Problem requirements:
Look through the entries below and count every line in which "lists" appears; reply with the number only.
== Segment start ==
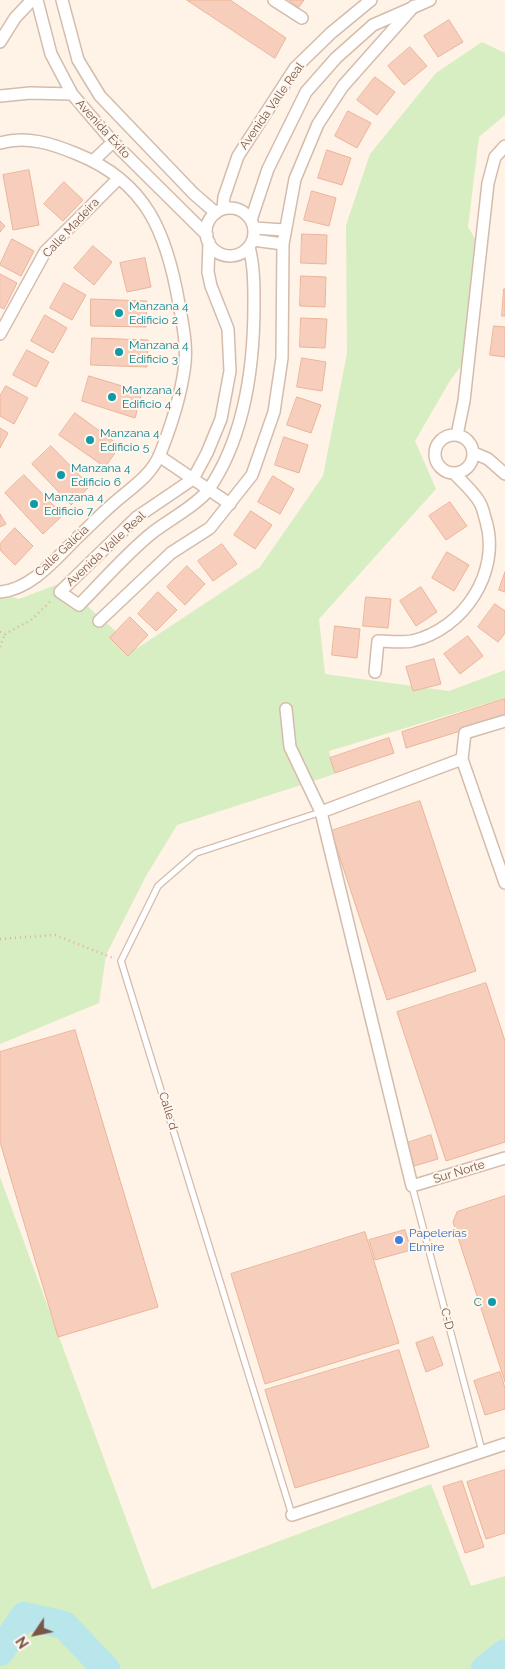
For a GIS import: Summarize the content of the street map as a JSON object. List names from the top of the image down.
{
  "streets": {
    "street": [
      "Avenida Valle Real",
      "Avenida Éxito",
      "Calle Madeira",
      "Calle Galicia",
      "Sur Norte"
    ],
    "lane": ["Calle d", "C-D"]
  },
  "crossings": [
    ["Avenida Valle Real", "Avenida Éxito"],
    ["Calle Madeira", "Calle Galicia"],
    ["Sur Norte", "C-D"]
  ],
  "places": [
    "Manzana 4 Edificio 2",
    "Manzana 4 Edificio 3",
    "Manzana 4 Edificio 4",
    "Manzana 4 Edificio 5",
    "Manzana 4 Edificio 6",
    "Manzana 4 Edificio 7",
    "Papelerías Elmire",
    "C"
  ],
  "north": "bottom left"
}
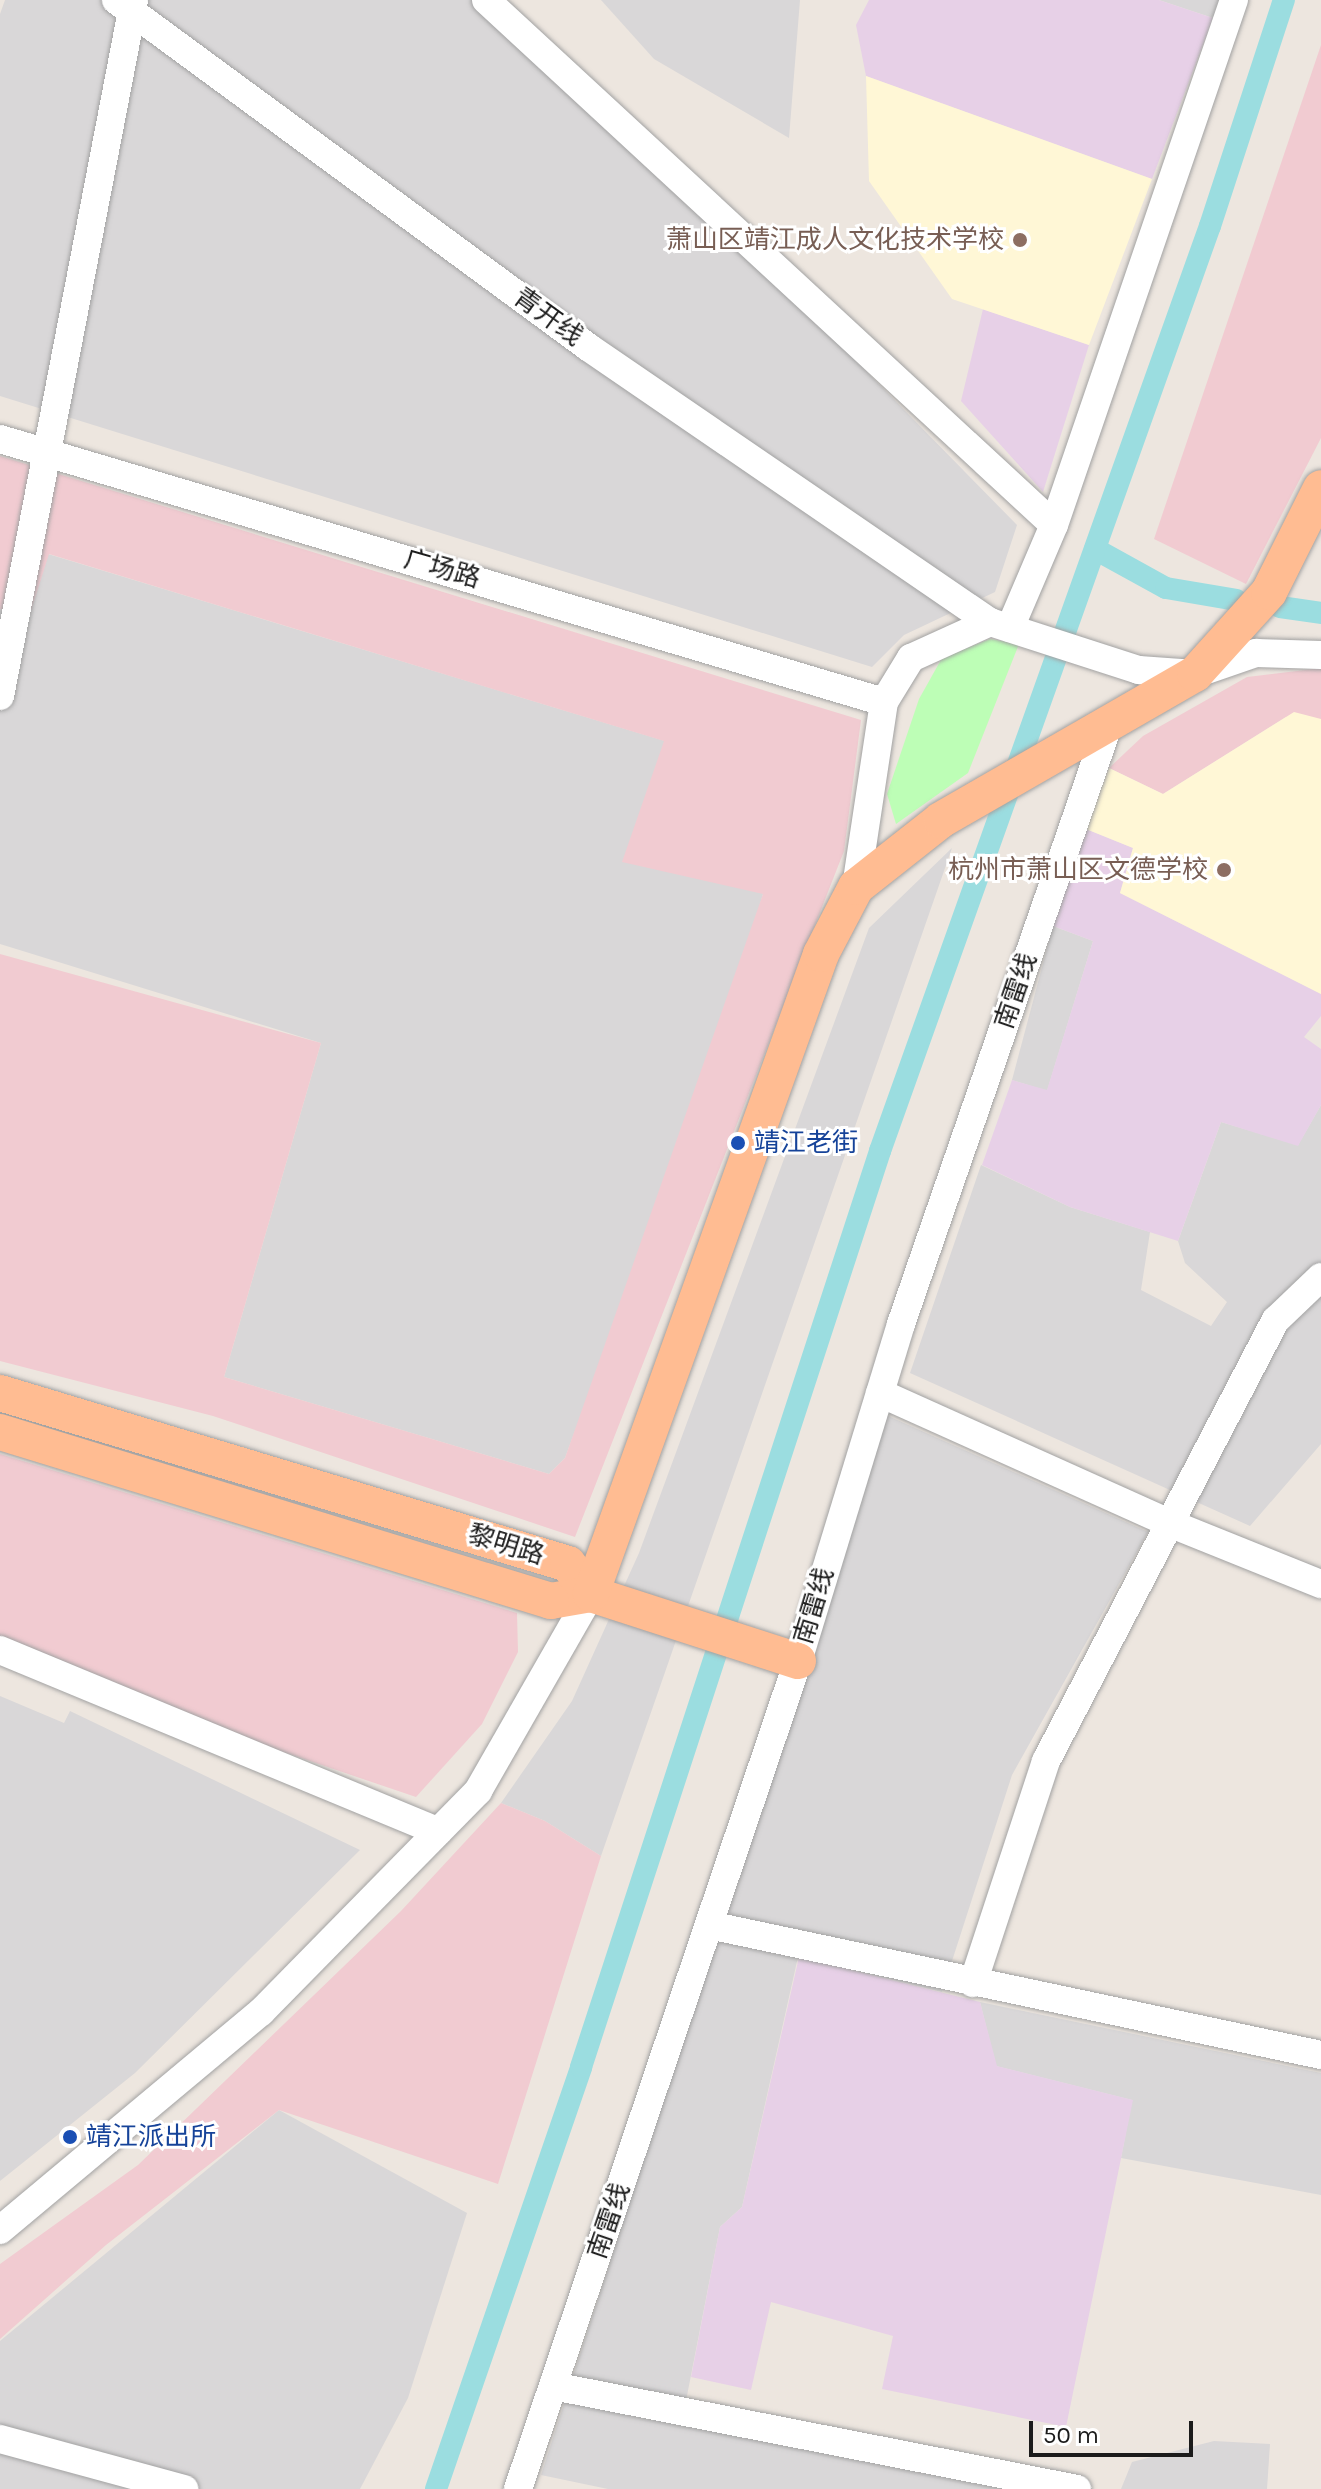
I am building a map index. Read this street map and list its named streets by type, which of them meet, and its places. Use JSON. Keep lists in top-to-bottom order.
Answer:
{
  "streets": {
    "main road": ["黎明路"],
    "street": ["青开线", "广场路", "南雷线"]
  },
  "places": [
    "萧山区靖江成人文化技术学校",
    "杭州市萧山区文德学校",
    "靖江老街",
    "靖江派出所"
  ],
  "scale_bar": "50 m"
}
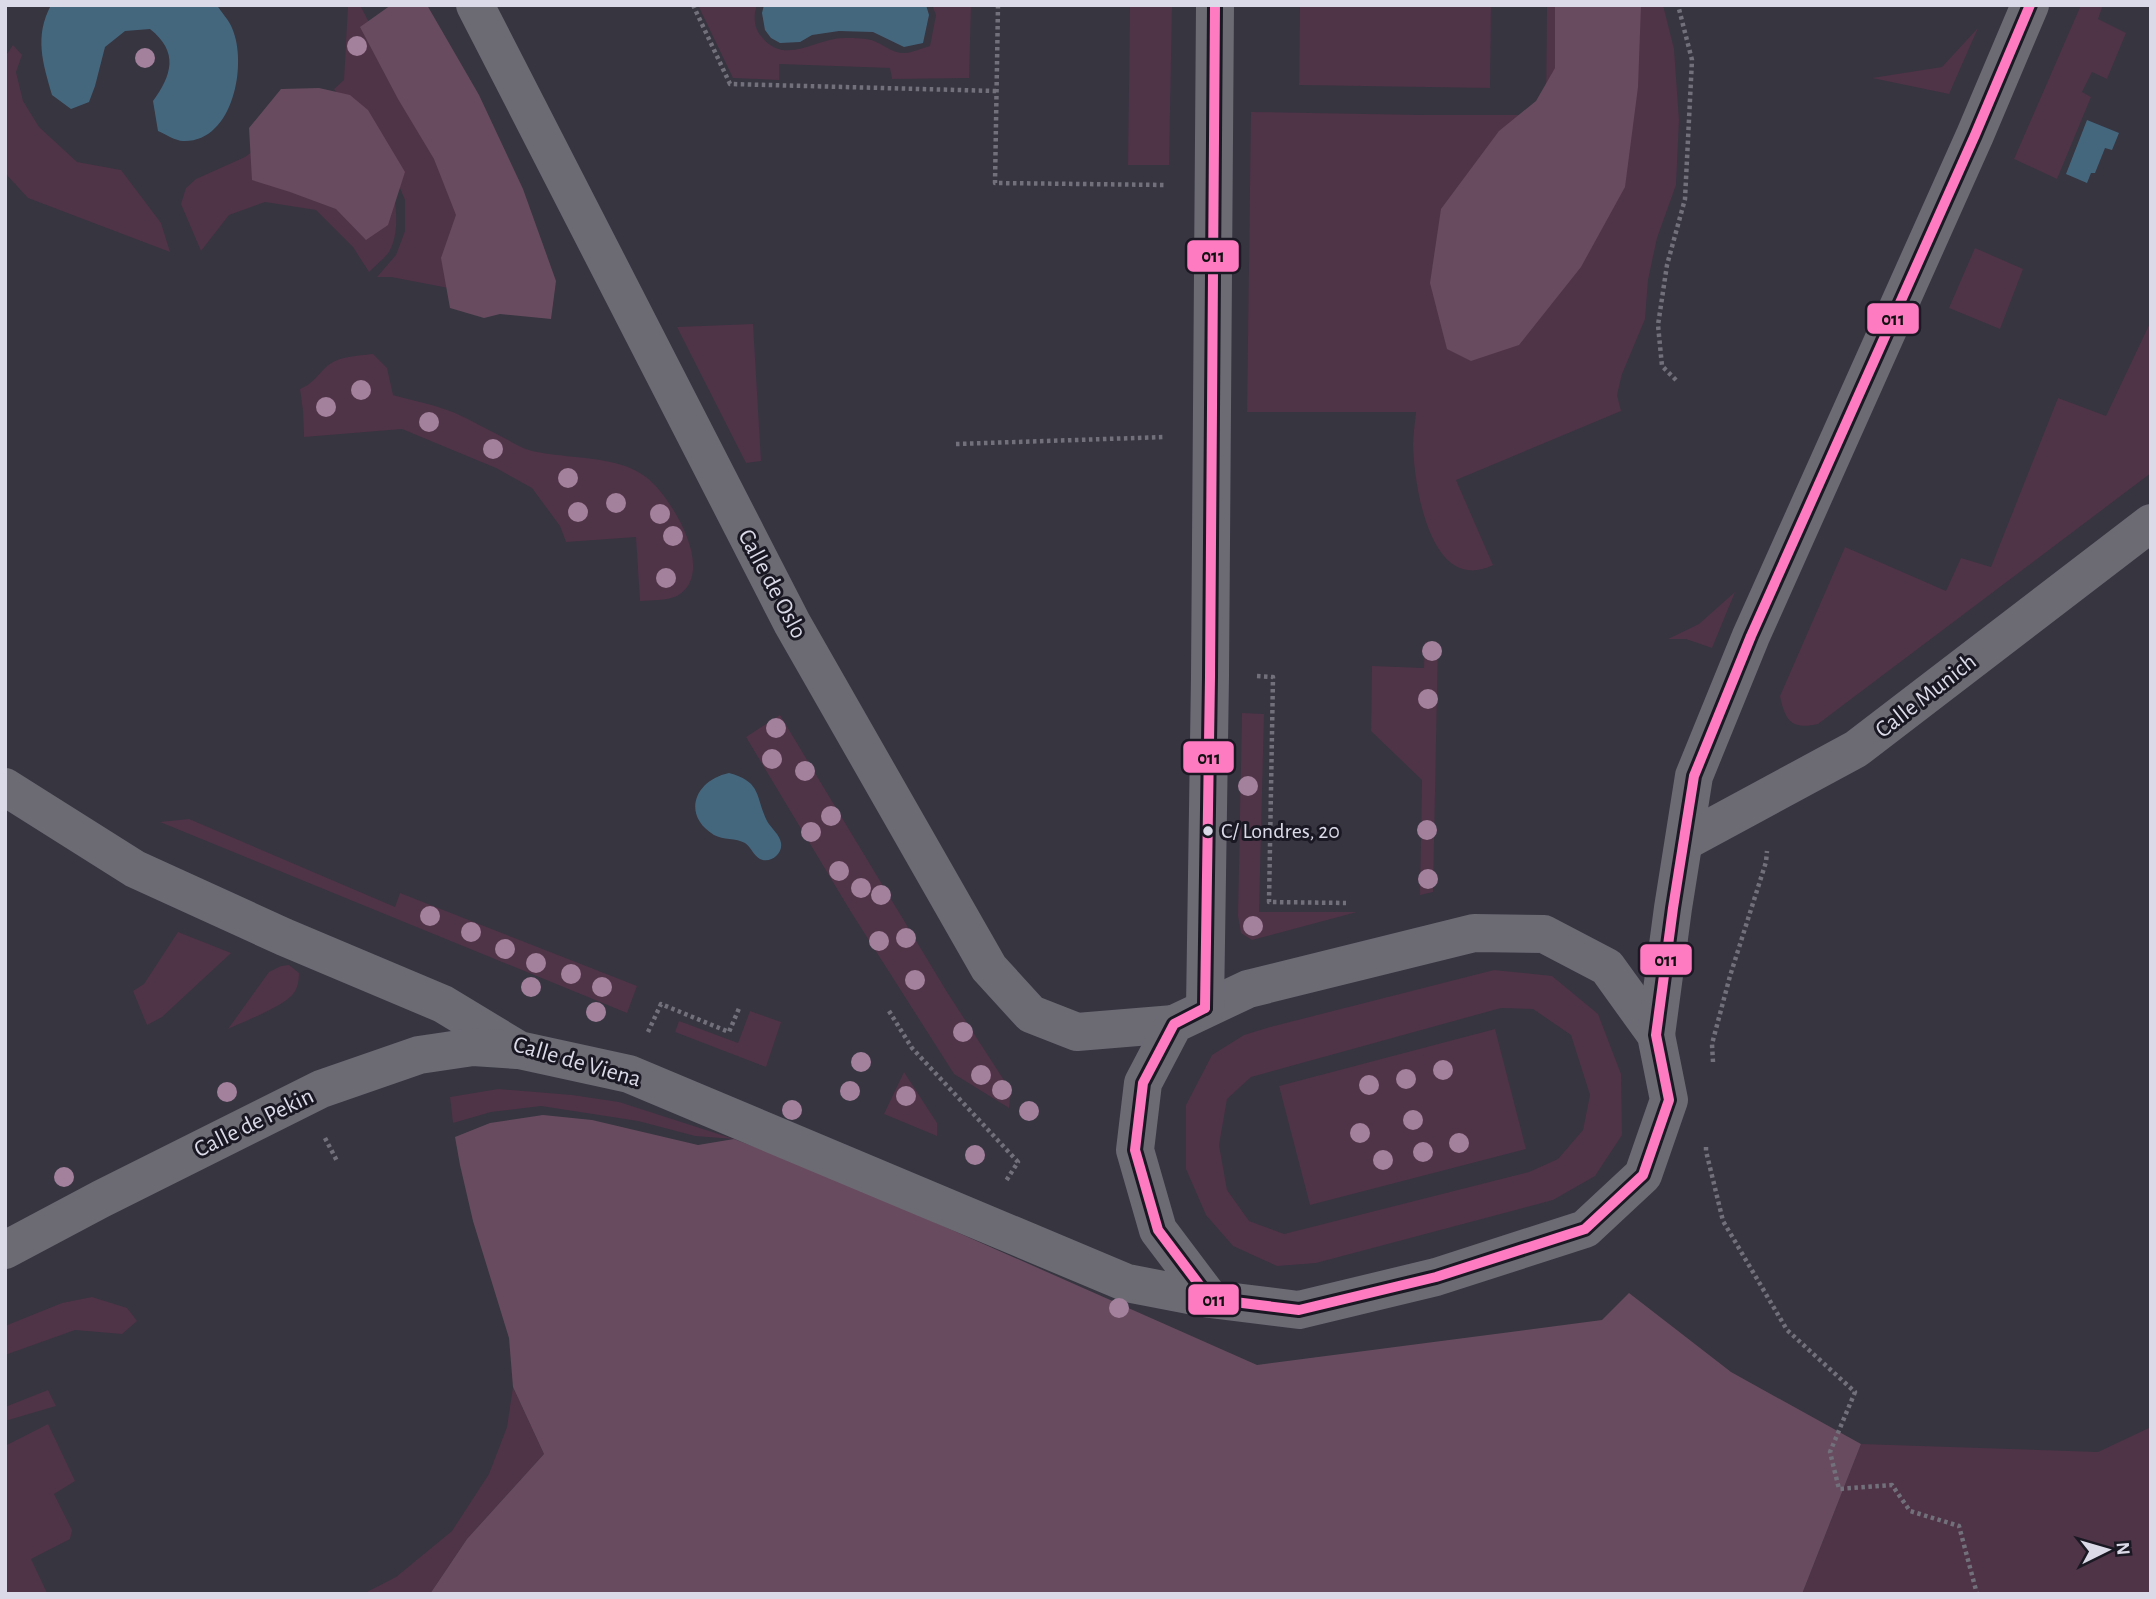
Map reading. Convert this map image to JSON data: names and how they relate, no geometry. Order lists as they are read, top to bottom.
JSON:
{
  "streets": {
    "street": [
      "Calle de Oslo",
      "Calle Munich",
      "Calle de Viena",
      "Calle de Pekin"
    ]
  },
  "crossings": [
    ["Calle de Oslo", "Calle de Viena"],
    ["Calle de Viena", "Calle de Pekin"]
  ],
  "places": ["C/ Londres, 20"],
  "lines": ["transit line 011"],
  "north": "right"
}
== Segment end ==
Answer section:
2